====== Provided data ======
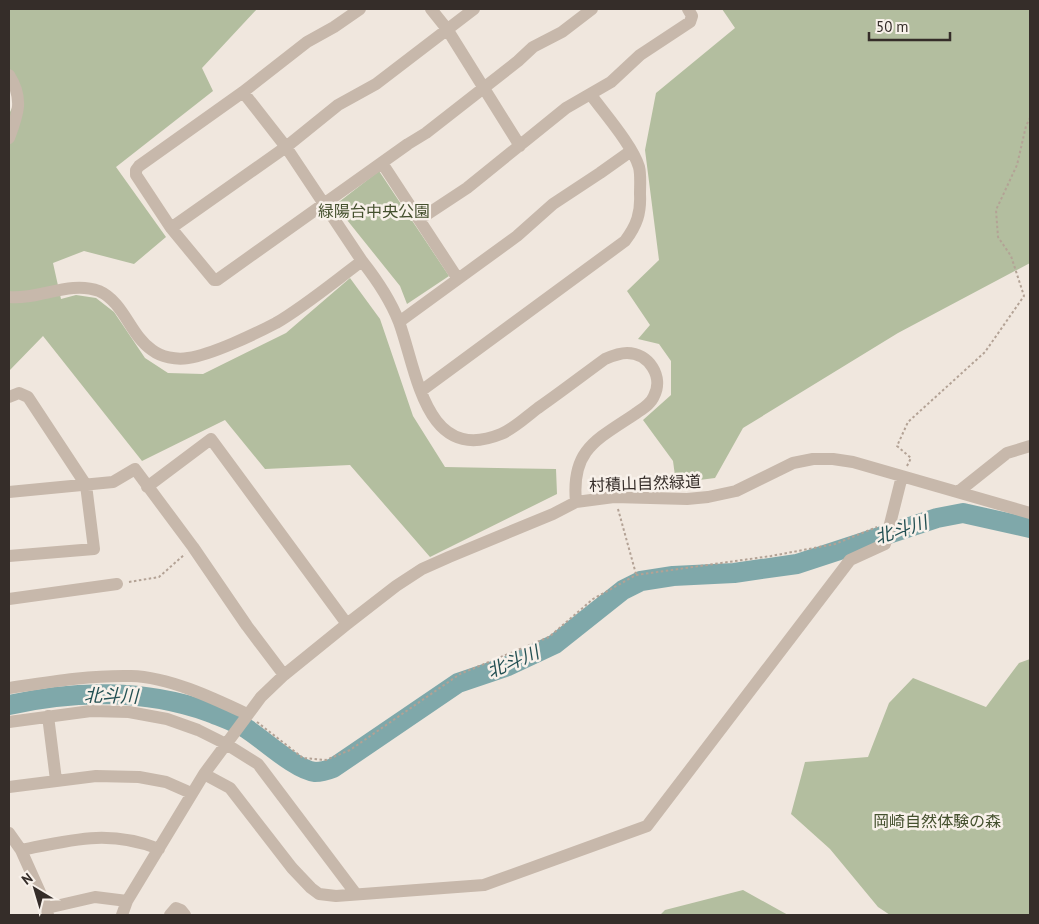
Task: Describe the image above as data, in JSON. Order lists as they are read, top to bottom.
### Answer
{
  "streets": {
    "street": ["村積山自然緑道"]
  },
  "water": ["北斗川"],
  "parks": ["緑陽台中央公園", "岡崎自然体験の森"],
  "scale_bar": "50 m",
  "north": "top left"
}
======
**Task directions:**
Each record above goes into the copy unchanged; the pictures do not.

**Response area:**
Task: Describe the image above as data, in JSON. Order lists as they are read, top to bottom.
### Answer
{
  "streets": {
    "street": ["村積山自然緑道"]
  },
  "water": ["北斗川"],
  "parks": ["緑陽台中央公園", "岡崎自然体験の森"],
  "scale_bar": "50 m",
  "north": "top left"
}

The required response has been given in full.